### Assigned task
Search the records for the string "number" and copy every line where it turns up.

[Data items]
------

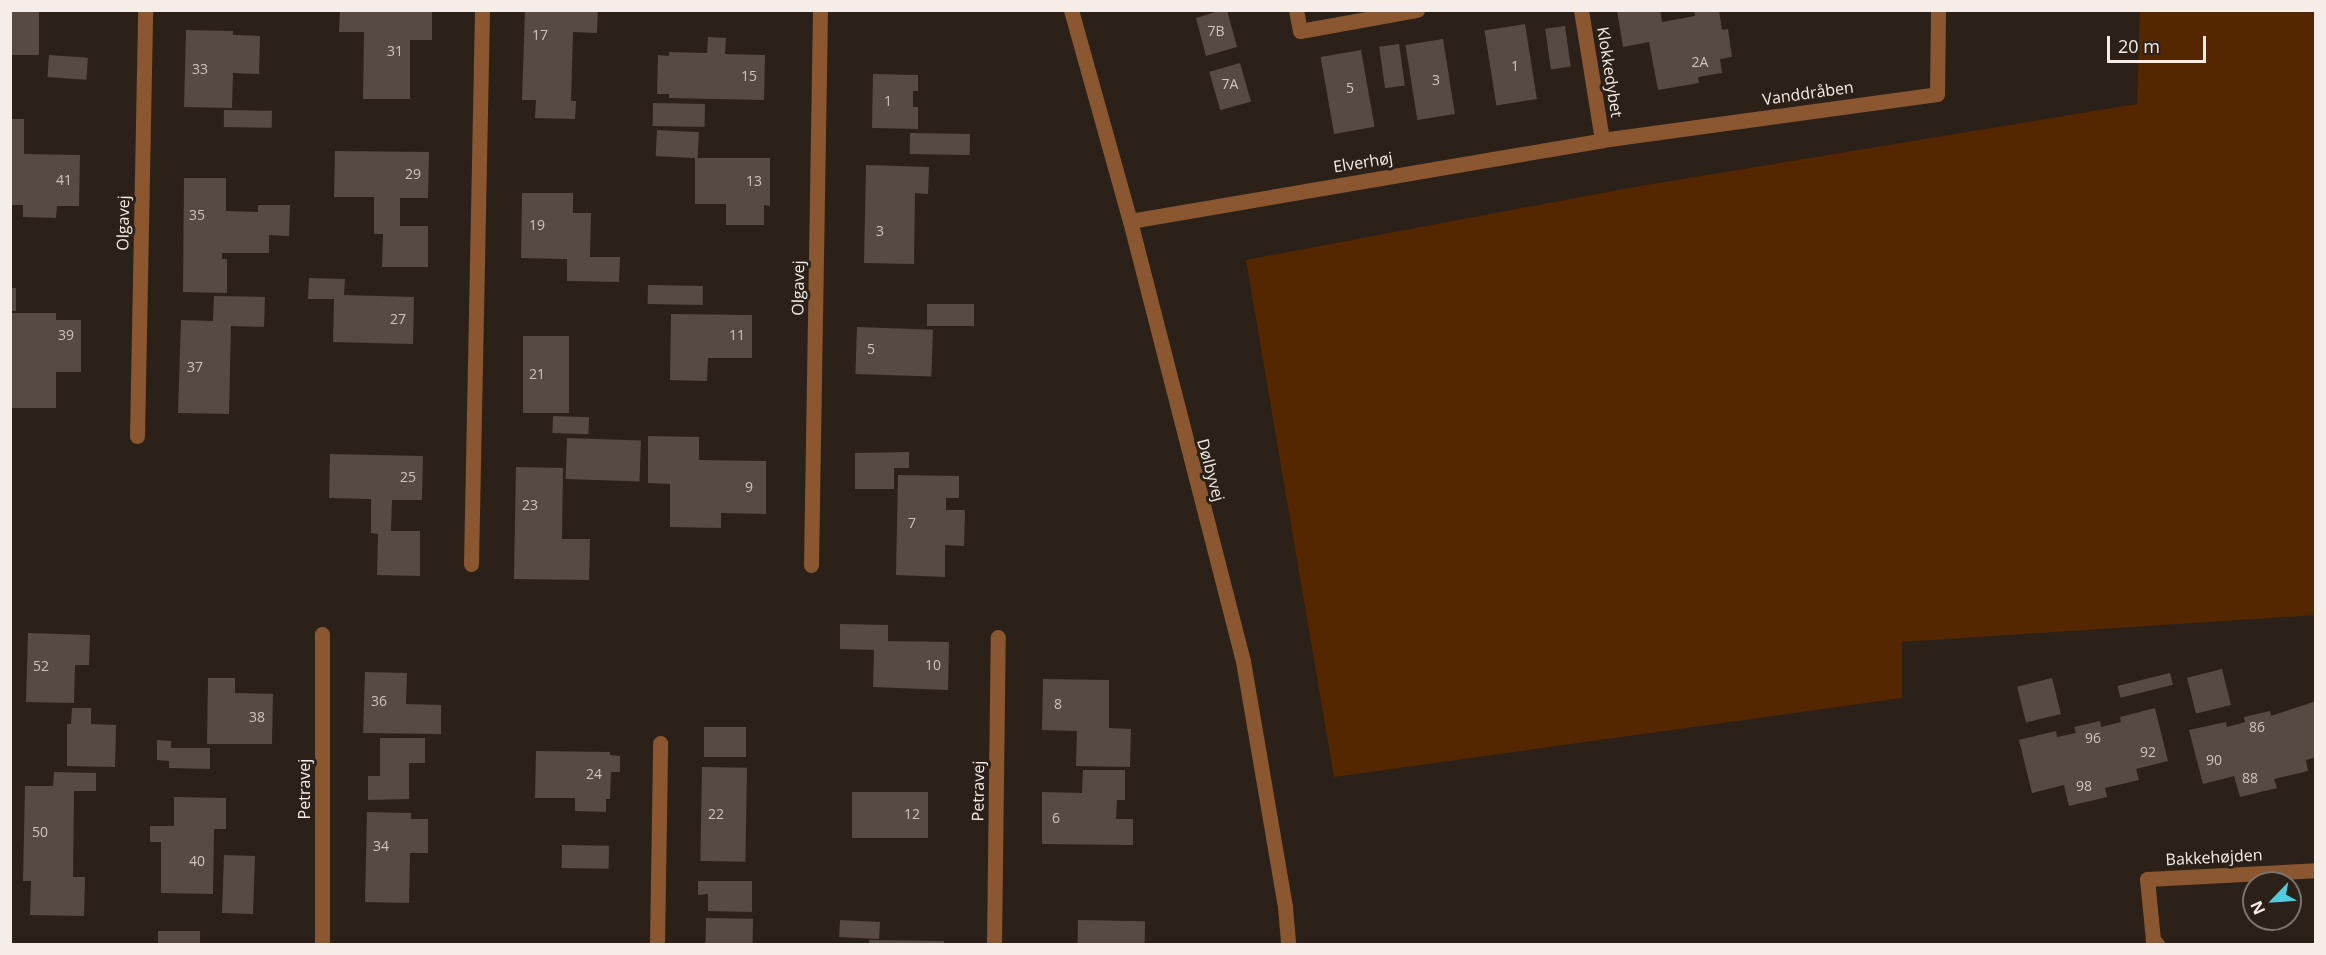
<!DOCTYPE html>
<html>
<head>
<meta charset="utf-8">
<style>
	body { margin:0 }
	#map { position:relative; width:2326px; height:955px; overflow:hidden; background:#2c2119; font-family:"Open Sans",sans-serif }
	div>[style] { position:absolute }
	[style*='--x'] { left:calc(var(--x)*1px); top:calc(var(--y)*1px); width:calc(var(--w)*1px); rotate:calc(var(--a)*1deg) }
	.green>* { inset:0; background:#542700 }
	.building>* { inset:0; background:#574a42; transform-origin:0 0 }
	.minor>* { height:15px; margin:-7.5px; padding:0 7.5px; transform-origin:7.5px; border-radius:7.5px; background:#8a5731 }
	.tertiary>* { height:15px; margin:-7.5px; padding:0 7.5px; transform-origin:7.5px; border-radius:7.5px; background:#8a5731 }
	span { translate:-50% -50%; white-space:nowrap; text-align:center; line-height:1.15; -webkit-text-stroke:6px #2c2119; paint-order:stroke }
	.number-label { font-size:14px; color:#cec4be }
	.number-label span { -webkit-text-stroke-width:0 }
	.street-label { font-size:16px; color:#f5ede8 }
	.frame { position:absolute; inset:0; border:12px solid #f5ede8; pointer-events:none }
	.north { position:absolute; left:2242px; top:871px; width:60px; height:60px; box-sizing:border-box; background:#2c2119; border:2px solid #7c736c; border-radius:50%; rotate:245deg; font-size:16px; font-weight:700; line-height:24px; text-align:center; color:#f5ede8 }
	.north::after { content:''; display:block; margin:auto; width:21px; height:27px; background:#54cadd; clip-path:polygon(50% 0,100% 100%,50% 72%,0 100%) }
	.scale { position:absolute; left:2107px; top:36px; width:99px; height:27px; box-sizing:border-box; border:3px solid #f5ede8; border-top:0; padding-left:8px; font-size:18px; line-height:21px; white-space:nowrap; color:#f5ede8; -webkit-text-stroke:4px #2c2119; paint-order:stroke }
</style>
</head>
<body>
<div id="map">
	<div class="green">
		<div style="clip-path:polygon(2140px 11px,2315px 11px,2315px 615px,1902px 642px,1902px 698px,1334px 777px,1246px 260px,1629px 188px,2137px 104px)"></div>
	</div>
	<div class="building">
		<div style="left:10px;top:10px;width:29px;height:45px"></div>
		<div style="clip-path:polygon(340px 10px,432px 10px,432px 40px,410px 40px,410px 99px,363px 99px,364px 32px,339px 32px)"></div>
		<div style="clip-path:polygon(525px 10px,598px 10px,597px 33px,573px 32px,571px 101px,576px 101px,575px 119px,535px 118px,536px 100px,522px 100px)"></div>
		<div style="clip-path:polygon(1222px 10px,1227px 10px,1237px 47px,1206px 56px,1196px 18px)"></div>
		<div style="clip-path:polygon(1617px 10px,1660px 10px,1662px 22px,1695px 16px,1694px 10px,1719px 10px,1722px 30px,1728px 29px,1732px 57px,1720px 59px,1722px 73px,1698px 77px,1699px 83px,1658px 90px,1649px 42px,1623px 47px)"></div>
		<div style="left:1525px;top:24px;width:76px;height:41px;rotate:81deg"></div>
		<div style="left:1565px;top:26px;width:41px;height:20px;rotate:82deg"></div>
		<div style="clip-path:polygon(186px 30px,233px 31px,233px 35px,260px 36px,259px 74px,233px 73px,232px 108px,184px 107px)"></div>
		<div style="clip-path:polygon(708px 37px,726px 38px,725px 54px,765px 55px,764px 100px,669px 98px,669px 94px,657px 94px,658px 55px,669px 56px,669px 52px,707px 53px)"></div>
		<div style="left:1443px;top:39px;width:76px;height:38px;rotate:81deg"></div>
		<div style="left:1399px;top:44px;width:42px;height:20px;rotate:82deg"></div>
		<div style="left:1361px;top:50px;width:78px;height:41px;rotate:80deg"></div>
		<div style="left:49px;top:55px;width:39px;height:22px;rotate:4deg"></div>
		<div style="left:1240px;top:63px;width:40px;height:32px;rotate:74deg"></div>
		<div style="clip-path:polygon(873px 74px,918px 75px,918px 91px,913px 91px,913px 107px,918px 107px,918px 129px,872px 128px)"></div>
		<div style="left:653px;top:103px;width:52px;height:23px;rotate:1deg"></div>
		<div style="left:224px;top:110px;width:48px;height:17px;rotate:1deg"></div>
		<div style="clip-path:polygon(10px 119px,24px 119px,24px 154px,80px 155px,79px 206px,57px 206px,56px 218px,23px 217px,23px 205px,10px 205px)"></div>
		<div style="left:657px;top:130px;width:42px;height:26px;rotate:3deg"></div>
		<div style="left:910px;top:133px;width:60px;height:21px;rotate:1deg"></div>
		<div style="clip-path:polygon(335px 151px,429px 152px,428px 198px,400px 198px,400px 226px,428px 226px,428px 267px,382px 267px,383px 234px,374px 234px,374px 197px,334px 197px)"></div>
		<div style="clip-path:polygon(695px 158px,770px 158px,770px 206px,764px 205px,764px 225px,726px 225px,726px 204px,695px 204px)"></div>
		<div style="clip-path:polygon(866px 165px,929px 167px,928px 194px,915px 193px,914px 264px,864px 263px)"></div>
		<div style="clip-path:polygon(184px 178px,226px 178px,226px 211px,258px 212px,258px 205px,290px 205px,289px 236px,269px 235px,269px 253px,222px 253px,222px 259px,227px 259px,227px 293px,183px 292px)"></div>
		<div style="clip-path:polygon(522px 193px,573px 193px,573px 213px,591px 213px,590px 257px,620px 257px,619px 282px,567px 281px,567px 259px,521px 258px)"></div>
		<div style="clip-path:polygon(309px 278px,345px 279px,344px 295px,414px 297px,413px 344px,333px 342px,334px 299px,308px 299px)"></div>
		<div style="left:648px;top:285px;width:55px;height:19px;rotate:1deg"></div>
		<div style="left:10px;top:288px;width:6px;height:23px"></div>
		<div style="clip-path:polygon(214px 296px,265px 297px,264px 327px,231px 326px,229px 414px,178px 413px,181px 320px,213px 321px)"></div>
		<div style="left:927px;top:304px;width:47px;height:22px"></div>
		<div style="clip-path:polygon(11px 313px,56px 313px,56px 320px,81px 320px,81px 372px,56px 372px,56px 408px,10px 408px)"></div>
		<div style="clip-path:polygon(671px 314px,752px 315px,752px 358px,708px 358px,707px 381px,670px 380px)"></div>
		<div style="left:857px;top:327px;width:76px;height:47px;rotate:2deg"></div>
		<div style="left:523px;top:336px;width:46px;height:77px"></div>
		<div style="left:553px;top:416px;width:36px;height:17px;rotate:2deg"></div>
		<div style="clip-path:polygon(648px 436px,699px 437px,699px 460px,766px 461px,766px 514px,721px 513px,721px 528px,670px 527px,670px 484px,648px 483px)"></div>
		<div style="left:567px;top:438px;width:74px;height:41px;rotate:2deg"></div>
		<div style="clip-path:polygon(909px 452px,909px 468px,894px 468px,894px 489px,855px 489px,855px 453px)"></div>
		<div style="clip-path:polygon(330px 454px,423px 456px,422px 500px,392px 500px,391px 531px,420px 531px,420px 576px,377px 575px,378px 534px,371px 533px,371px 499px,329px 498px)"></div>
		<div style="clip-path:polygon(516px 467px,563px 468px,562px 539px,590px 539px,589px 580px,514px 579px)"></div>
		<div style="clip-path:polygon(898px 475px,959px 476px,959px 498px,946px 498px,946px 510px,965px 510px,964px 546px,945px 545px,945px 577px,896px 575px)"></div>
		<div style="clip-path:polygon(840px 624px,888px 625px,888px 641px,949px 642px,948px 690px,873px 687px,874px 650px,840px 649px)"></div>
		<div style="clip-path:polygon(28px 633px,90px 635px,89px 665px,75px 665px,74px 703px,26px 702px)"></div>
		<div style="left:2222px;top:669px;width:37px;height:36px;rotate:76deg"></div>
		<div style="clip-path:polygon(365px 672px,407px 673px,406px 704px,441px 705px,441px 734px,363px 733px)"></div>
		<div style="left:2170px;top:673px;width:12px;height:54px;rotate:76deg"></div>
		<div style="clip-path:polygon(208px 678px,235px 678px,235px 693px,273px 694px,272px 744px,207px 744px)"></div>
		<div style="left:2052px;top:678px;width:37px;height:36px;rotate:76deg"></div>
		<div style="clip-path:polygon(1043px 679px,1109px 680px,1109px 728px,1131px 729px,1130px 767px,1076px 766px,1077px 731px,1042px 730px)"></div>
		<div style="clip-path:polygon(2316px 701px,2316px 757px,2306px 760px,2308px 771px,2274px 779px,2277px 788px,2240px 797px,2234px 776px,2203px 784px,2189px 730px,2226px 722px,2227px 727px,2245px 722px,2244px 717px,2270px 711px,2271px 716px)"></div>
		<div style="clip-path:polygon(72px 708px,91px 708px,91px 724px,116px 725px,115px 767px,67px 766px,67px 724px,71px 724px)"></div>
		<div style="clip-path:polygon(2155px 708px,2168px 761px,2136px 769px,2139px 780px,2105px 788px,2107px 797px,2069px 806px,2064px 785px,2032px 793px,2019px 740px,2056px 731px,2057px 737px,2076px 733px,2074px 727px,2100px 721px,2101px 727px,2121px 722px,2120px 717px)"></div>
		<div style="left:704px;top:727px;width:42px;height:30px"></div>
		<div style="clip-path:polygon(380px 738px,425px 738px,425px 763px,409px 763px,409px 799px,368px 800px,368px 776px,380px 776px)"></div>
		<div style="clip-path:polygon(157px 740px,171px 741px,171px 748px,210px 748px,210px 769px,169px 768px,169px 761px,157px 760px)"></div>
		<div style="clip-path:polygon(536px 751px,610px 752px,610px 755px,620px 756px,620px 772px,611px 772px,610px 799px,606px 799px,606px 812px,575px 811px,575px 798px,535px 798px)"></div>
		<div style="left:702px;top:767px;width:45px;height:94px;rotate:1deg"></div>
		<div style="clip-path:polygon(1083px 770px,1125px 770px,1125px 800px,1117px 800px,1116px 819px,1133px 819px,1133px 845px,1042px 844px,1042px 792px,1082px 793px)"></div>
		<div style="clip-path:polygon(54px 772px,96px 773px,96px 791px,74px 791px,73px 877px,85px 877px,84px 916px,30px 915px,31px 881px,23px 881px,25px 786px,53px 786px)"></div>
		<div style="left:852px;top:792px;width:76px;height:46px"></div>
		<div style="clip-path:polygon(174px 797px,226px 798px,226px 829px,214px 829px,213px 894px,161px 893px,161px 842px,150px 842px,150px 826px,174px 826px)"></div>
		<div style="clip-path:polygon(367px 812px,411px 813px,411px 819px,428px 819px,428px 853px,410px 853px,409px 903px,365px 902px)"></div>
		<div style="left:562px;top:845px;width:47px;height:23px;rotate:1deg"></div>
		<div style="left:224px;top:855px;width:31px;height:58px;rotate:2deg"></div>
		<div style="clip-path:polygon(698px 881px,752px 881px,752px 912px,708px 911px,708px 894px,698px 895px)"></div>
		<div style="left:706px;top:918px;width:47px;height:26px;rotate:1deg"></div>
		<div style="left:840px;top:920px;width:40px;height:17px;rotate:3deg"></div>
		<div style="left:1078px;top:920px;width:67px;height:24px;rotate:1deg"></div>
		<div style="left:158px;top:931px;width:42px;height:13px"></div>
		<div style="clip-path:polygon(869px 940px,944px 941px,944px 944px,869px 944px)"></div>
	</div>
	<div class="minor">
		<div style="--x:1296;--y:10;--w:21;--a:79"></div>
		<div style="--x:1300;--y:31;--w:119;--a:-10.2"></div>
		<div style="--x:1581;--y:10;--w:132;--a:80.8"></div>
		<div style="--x:1130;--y:221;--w:479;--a:-9.7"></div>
		<div style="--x:1602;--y:140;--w:338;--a:-7.8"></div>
		<div style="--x:1937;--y:94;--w:84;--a:-89.3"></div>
		<div style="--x:137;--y:436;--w:426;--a:-88.9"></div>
		<div style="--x:471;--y:564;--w:554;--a:-88.86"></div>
		<div style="--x:811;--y:565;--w:555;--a:-89.07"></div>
		<div style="--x:322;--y:944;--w:310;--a:-90"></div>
		<div style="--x:657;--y:944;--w:201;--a:-89.1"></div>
		<div style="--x:994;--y:944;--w:307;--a:-89.3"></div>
		<div style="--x:2157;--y:944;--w:6;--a:-135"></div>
		<div style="--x:2153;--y:940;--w:61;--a:-95.6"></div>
		<div style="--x:2147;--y:879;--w:169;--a:-3"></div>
	</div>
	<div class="tertiary">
		<div style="--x:1071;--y:10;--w:219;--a:74.4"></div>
		<div style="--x:1130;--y:221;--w:454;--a:75.6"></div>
		<div style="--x:1243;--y:661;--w:250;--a:80.3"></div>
		<div style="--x:1285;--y:907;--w:37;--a:85"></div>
	</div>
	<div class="number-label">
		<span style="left:1216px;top:31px">7B</span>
		<span style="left:540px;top:35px">17</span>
		<span style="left:395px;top:51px">31</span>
		<span style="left:1700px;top:62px">2A</span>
		<span style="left:1515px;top:66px">1</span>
		<span style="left:200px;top:69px">33</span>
		<span style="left:749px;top:76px">15</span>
		<span style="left:1436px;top:80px">3</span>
		<span style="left:1230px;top:84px">7A</span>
		<span style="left:1350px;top:88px">5</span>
		<span style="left:888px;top:101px">1</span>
		<span style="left:413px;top:174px">29</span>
		<span style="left:64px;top:180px">41</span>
		<span style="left:754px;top:181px">13</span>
		<span style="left:197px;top:215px">35</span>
		<span style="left:537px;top:225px">19</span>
		<span style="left:880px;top:231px">3</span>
		<span style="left:398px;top:319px">27</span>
		<span style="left:66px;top:335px">39</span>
		<span style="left:737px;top:335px">11</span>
		<span style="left:871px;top:349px">5</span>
		<span style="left:195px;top:367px">37</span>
		<span style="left:537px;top:374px">21</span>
		<span style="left:408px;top:477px">25</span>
		<span style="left:749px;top:487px">9</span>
		<span style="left:530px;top:505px">23</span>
		<span style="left:912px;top:523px">7</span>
		<span style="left:933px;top:665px">10</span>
		<span style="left:41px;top:666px">52</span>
		<span style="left:379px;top:701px">36</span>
		<span style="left:1058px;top:704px">8</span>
		<span style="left:257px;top:717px">38</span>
		<span style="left:2257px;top:727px">86</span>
		<span style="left:2093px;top:738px">96</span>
		<span style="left:2148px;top:752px">92</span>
		<span style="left:2214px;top:760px">90</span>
		<span style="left:594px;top:774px">24</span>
		<span style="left:2250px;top:778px">88</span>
		<span style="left:2084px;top:786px">98</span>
		<span style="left:716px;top:814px">22</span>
		<span style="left:912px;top:814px">12</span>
		<span style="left:1056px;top:818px">6</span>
		<span style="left:40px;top:832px">50</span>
		<span style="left:381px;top:846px">34</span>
		<span style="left:197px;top:861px">40</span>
	</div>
	<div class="street-label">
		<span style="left:1610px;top:72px;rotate:81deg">Klokkedybet</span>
		<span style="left:1808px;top:93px;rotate:-8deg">Vanddråben</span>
		<span style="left:1363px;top:162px;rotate:-9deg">Elverhøj</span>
		<span style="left:123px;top:223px;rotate:-89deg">Olgavej</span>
		<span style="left:798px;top:288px;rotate:-89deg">Olgavej</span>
		<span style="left:1211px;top:470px;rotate:75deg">Dølbyvej</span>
		<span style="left:304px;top:789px;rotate:-90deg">Petravej</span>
		<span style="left:978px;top:791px;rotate:-89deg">Petravej</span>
		<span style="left:2214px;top:857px;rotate:-3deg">Bakkehøjden</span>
	</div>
	<div class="frame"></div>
	<div class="north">N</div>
	<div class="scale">20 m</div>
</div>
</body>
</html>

------

### Completed exercise
	.number-label { font-size:14px; color:#cec4be }
	.number-label span { -webkit-text-stroke-width:0 }
	<div class="number-label">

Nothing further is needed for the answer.